頻度はまれですが、「納豆に対するアレルギー」がある人もいます。

アレルギーの中でも特に重症なアナフィラキシーは、ときに命の危険も生じることがあります。通常、食品によるアナフィラキシーは、その食品を食べたあと短時間で症状が現れるのですが、納豆によるアナフィラキシーは納豆を食べてから半日もたってから症状が現れるため、納豆がその原因であると気づきにくいという特徴があります。

食中毒の心配は?

妊娠中は抵抗力が弱まっているため、食中毒を起こす可能性が妊娠していないときより高くなります。もっとも、納豆に関しては、保管方法に気を付け新鮮なうちに食べれば特に問題になることはないでしょう。

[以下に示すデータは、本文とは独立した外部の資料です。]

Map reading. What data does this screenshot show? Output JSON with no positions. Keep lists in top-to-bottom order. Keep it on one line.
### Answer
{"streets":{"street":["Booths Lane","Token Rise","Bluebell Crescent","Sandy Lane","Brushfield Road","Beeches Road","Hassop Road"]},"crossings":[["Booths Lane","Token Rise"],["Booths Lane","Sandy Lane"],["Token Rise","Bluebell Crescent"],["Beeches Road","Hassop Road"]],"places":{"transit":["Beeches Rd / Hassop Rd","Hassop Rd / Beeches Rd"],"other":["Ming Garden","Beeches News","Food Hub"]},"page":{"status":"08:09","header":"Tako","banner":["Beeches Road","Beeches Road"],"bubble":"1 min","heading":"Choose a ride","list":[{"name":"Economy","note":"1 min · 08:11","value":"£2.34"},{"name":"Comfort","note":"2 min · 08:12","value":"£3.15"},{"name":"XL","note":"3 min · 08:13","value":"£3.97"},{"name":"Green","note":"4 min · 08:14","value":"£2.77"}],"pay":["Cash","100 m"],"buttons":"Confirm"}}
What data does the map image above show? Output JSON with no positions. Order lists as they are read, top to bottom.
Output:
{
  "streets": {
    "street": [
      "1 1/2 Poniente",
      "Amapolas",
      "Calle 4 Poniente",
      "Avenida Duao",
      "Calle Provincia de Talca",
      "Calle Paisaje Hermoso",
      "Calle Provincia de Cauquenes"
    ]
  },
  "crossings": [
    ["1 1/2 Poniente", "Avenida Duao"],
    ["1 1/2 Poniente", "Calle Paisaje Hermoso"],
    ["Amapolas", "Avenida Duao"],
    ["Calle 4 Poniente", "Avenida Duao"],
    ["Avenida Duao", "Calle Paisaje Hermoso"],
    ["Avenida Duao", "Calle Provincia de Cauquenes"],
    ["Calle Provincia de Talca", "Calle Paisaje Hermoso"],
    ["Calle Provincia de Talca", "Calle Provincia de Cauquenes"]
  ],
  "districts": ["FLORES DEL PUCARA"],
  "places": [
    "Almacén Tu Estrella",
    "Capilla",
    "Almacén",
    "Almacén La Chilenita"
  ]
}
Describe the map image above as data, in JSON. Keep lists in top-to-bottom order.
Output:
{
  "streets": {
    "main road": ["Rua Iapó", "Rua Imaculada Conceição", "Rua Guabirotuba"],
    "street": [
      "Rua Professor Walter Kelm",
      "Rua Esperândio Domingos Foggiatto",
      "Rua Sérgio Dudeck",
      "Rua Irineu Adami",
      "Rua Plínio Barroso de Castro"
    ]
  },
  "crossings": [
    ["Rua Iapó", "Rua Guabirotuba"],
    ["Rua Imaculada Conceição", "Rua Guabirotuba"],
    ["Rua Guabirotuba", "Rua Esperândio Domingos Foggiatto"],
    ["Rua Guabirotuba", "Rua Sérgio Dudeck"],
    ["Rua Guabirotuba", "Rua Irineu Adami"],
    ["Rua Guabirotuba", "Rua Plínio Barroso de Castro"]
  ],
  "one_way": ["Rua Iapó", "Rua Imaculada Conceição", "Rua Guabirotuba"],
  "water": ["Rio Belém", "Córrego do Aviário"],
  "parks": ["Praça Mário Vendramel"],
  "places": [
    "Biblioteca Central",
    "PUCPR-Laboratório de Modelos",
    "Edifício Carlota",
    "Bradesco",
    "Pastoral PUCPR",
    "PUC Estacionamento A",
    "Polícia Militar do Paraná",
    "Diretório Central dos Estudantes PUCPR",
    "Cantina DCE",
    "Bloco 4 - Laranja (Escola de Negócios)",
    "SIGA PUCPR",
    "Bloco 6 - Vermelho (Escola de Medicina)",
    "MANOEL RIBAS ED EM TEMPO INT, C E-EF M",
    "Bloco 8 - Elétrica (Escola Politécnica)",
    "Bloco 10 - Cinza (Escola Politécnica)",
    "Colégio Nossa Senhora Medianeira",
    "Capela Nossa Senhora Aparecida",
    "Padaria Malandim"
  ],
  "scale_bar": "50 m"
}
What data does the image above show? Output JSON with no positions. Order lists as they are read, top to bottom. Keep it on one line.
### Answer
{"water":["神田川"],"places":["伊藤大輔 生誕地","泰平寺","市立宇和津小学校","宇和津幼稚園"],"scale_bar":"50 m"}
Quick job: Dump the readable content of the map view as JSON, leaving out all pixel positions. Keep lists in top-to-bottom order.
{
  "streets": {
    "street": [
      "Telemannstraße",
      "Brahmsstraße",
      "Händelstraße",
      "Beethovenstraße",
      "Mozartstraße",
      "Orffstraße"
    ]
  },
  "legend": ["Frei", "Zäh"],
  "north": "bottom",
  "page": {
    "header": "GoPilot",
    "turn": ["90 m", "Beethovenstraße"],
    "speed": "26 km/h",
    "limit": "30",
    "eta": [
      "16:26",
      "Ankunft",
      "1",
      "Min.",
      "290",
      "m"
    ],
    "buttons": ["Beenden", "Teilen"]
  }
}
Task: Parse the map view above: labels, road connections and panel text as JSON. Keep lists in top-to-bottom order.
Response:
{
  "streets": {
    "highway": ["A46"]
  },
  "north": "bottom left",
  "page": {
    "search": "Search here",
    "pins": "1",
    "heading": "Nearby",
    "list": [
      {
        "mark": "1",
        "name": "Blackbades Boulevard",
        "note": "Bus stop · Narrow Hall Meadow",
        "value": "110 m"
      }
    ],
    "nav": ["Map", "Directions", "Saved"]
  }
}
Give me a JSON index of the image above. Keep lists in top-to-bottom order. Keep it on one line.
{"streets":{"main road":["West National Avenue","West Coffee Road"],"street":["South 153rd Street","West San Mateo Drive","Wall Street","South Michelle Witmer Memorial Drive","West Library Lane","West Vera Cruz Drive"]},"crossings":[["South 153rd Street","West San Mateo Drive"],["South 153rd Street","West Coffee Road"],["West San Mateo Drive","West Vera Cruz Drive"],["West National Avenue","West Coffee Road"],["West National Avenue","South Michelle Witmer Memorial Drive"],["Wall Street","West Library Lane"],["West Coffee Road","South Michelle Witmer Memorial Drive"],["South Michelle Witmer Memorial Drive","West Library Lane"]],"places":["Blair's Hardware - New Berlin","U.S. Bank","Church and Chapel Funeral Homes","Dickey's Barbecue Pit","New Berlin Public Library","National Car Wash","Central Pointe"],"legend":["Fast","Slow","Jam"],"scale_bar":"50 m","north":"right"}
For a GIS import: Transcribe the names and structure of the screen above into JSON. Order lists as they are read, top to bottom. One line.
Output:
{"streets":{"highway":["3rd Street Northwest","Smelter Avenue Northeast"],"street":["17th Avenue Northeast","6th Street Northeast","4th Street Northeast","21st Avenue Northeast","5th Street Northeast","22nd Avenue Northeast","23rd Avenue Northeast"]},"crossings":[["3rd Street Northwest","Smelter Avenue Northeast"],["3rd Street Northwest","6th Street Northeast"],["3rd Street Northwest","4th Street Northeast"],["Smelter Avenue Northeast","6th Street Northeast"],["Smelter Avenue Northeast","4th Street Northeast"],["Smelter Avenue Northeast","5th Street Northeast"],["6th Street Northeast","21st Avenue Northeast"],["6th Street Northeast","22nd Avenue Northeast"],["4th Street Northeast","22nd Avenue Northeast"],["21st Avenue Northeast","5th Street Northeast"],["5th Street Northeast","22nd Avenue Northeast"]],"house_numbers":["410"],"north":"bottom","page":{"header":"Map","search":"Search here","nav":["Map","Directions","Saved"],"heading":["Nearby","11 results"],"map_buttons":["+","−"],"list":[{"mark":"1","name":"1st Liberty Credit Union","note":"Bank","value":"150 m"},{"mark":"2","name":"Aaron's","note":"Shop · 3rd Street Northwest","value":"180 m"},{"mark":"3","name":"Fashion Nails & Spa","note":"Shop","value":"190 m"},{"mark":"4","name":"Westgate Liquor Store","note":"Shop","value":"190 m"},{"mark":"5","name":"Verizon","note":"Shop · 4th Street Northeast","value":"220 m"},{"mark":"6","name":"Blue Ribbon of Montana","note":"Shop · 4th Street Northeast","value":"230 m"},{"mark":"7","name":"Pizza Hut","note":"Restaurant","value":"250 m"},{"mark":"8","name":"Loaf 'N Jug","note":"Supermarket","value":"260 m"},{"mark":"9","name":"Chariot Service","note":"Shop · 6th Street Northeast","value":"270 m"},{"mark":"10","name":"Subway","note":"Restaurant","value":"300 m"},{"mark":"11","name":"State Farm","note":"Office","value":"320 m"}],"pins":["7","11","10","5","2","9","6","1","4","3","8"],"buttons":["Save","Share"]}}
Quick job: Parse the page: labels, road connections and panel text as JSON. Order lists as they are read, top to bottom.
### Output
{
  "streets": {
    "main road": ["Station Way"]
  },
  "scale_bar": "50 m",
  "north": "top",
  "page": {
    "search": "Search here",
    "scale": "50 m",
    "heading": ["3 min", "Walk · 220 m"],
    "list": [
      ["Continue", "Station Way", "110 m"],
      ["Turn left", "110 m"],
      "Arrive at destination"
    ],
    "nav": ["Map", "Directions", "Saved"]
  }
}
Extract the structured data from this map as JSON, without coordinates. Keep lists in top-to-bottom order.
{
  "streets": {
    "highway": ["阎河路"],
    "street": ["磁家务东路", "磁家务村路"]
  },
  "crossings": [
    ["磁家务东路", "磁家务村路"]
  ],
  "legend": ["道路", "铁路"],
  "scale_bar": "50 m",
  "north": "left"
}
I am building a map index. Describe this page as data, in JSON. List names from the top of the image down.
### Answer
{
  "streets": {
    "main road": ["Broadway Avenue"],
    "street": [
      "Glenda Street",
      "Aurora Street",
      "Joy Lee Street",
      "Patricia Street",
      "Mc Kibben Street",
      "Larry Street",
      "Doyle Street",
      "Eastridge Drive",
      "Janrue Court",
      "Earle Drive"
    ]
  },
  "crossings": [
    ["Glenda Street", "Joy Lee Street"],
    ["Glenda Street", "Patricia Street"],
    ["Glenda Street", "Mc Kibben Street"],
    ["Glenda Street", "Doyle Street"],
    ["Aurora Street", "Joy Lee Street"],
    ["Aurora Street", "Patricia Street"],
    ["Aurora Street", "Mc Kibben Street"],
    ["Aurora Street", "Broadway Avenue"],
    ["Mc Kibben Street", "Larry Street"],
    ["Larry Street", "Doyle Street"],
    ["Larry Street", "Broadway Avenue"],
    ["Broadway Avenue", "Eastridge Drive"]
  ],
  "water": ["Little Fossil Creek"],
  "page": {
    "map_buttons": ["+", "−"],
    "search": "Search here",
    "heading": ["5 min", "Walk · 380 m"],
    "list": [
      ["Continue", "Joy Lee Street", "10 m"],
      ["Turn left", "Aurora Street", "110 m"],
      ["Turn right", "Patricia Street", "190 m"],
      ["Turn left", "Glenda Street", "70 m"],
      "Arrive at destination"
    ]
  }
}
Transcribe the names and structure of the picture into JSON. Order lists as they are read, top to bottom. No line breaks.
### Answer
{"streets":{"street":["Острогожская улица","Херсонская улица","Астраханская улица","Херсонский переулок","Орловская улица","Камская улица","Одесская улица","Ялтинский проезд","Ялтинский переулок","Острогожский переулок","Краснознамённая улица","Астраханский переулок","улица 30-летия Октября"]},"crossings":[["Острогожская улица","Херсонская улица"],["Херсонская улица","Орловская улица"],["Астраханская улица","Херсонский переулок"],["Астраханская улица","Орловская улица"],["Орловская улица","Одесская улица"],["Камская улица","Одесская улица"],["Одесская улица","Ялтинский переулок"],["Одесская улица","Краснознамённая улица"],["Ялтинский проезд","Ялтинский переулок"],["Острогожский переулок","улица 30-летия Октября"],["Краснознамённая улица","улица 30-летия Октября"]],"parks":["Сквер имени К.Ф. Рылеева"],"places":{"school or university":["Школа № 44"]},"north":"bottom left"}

ただ、納豆を生卵と合わせて食べる場合は注意が必要です。生卵は妊娠中はできるだけ控えたい食品です。卵の殻にはサルモネラ菌が付着していることがあるからです。

納豆の栄養素を効率的に摂るには

納豆には健康に役立つさまざまな栄養素が含まれる一方、食べ過ぎも良くないことがおわかりいただけたと思います。ここでは、納豆の栄養を効率的に摂るための考え方を紹介します。

さまざまな食品と組み合わせてバランスよく食べよう

いろいろな食品と組み合わせて食べることができることも納豆の大きな特徴です。例えば、薬味としてネギやゴマ、かつお節、大根おろし、大葉などと一緒に食べるのもよいでしょう。

食べ合わせについて少し注意したいことは、さきほども紹介した塩分のとり過ぎです。例えば、納豆とキムチの組み合わせが健康によいという情報もみかけますが、同時に食べると塩分摂取量がとても多くなってしまうと考えられます。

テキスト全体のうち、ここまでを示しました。